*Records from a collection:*

*-*-*

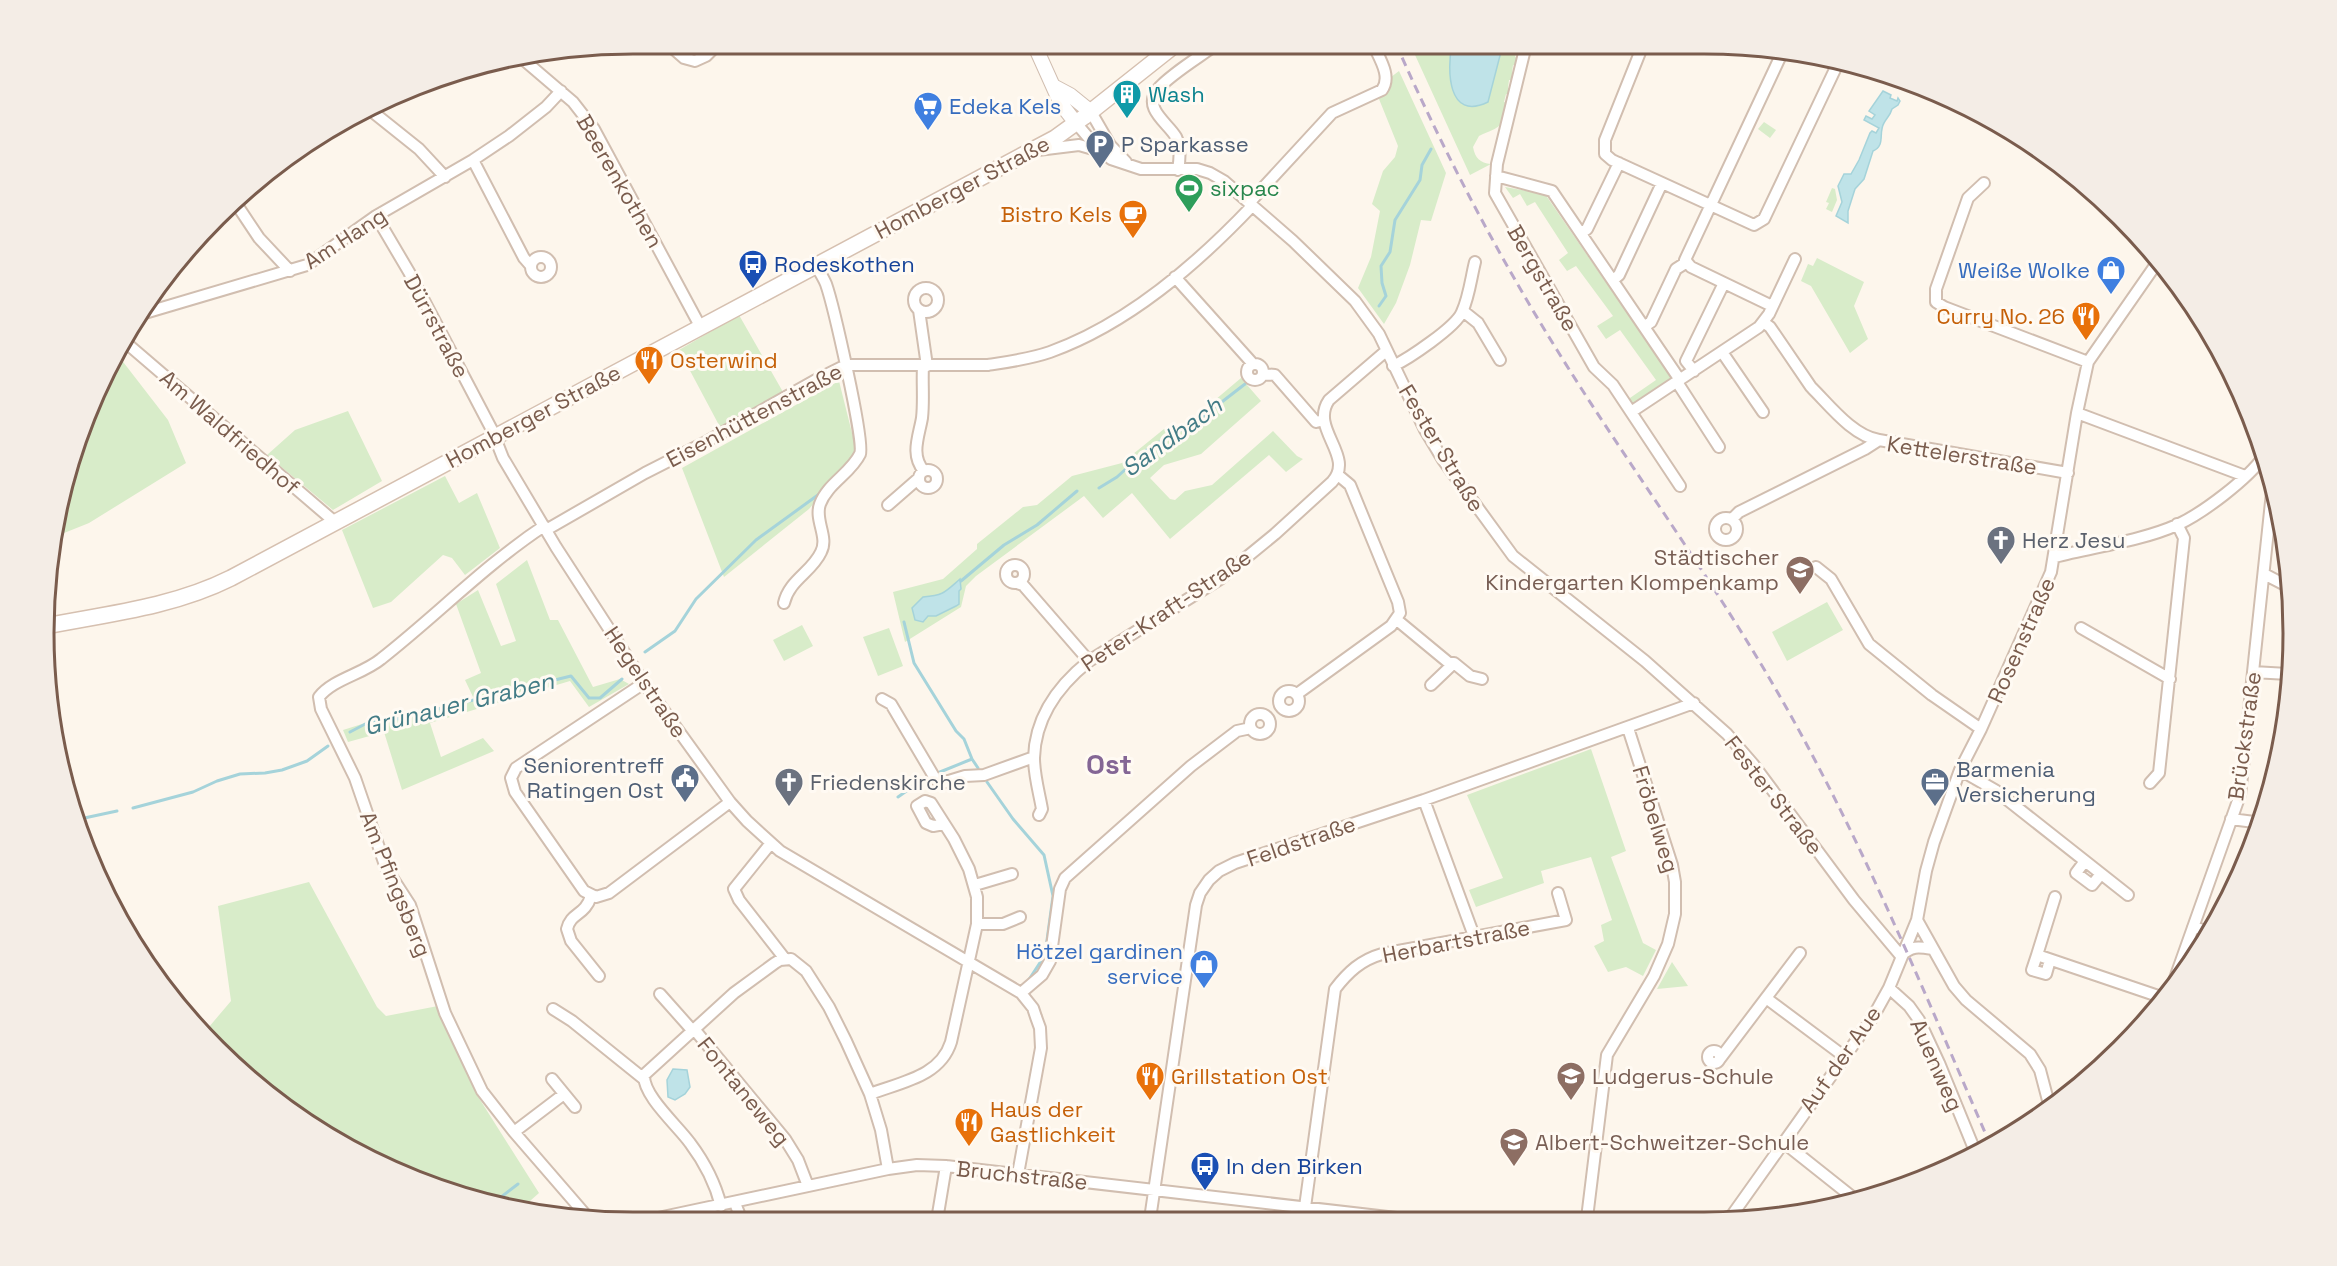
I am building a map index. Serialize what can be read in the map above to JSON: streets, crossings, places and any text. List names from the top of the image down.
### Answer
{
  "streets": {
    "main road": ["Homberger Straße"],
    "street": [
      "Beerenkothen",
      "Am Hang",
      "Bergstraße",
      "Dürrstraße",
      "Eisenhüttenstraße",
      "Am Waldfriedhof",
      "Fester Straße",
      "Kettelerstraße",
      "Peter-Kraft-Straße",
      "Rosenstraße",
      "Hegelstraße",
      "Brückstraße",
      "Fröbelweg",
      "Feldstraße",
      "Am Pfingsberg",
      "Herbartstraße",
      "Auf der Aue",
      "Auenweg",
      "Fontaneweg",
      "Bruchstraße"
    ]
  },
  "crossings": [
    ["Beerenkothen", "Homberger Straße"],
    ["Beerenkothen", "Am Hang"],
    ["Homberger Straße", "Dürrstraße"],
    ["Homberger Straße", "Am Waldfriedhof"],
    ["Homberger Straße", "Fester Straße"],
    ["Homberger Straße", "Hegelstraße"],
    ["Am Hang", "Dürrstraße"],
    ["Dürrstraße", "Hegelstraße"],
    ["Eisenhüttenstraße", "Fester Straße"],
    ["Eisenhüttenstraße", "Hegelstraße"],
    ["Eisenhüttenstraße", "Am Pfingsberg"],
    ["Fester Straße", "Rosenstraße"],
    ["Fester Straße", "Feldstraße"],
    ["Fester Straße", "Auf der Aue"],
    ["Kettelerstraße", "Rosenstraße"],
    ["Rosenstraße", "Auf der Aue"],
    ["Fröbelweg", "Feldstraße"],
    ["Feldstraße", "Bruchstraße"],
    ["Herbartstraße", "Bruchstraße"],
    ["Auf der Aue", "Auenweg"],
    ["Fontaneweg", "Bruchstraße"]
  ],
  "districts": ["Ost"],
  "water": ["Sandbach", "Grünauer Graben"],
  "places": {
    "building": ["Wash"],
    "supermarket": ["Edeka Kels"],
    "parking": ["P Sparkasse"],
    "sports": ["sixpac"],
    "cafe": ["Bistro Kels"],
    "bus stop": ["Rodeskothen", "In den Birken"],
    "shop": ["Weiße Wolke", "Hötzel gardinen service"],
    "restaurant": [
      "Curry No. 26",
      "Osterwind",
      "Grillstation Ost",
      "Haus der Gastlichkeit"
    ],
    "church": ["Herz Jesu", "Friedenskirche"],
    "school or university": ["Städtischer Kindergarten Klompenkamp", "Ludgerus-Schule", "Albert-Schweitzer-Schule"],
    "public building": ["Seniorentreff Ratingen Ost"],
    "office": ["Barmenia Versicherung"]
  }
}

*-*-*

Pull out all lines containing the word "Kettelerstraße" from the entries above.

*Answer space:*
      "Kettelerstraße",
    ["Kettelerstraße", "Rosenstraße"],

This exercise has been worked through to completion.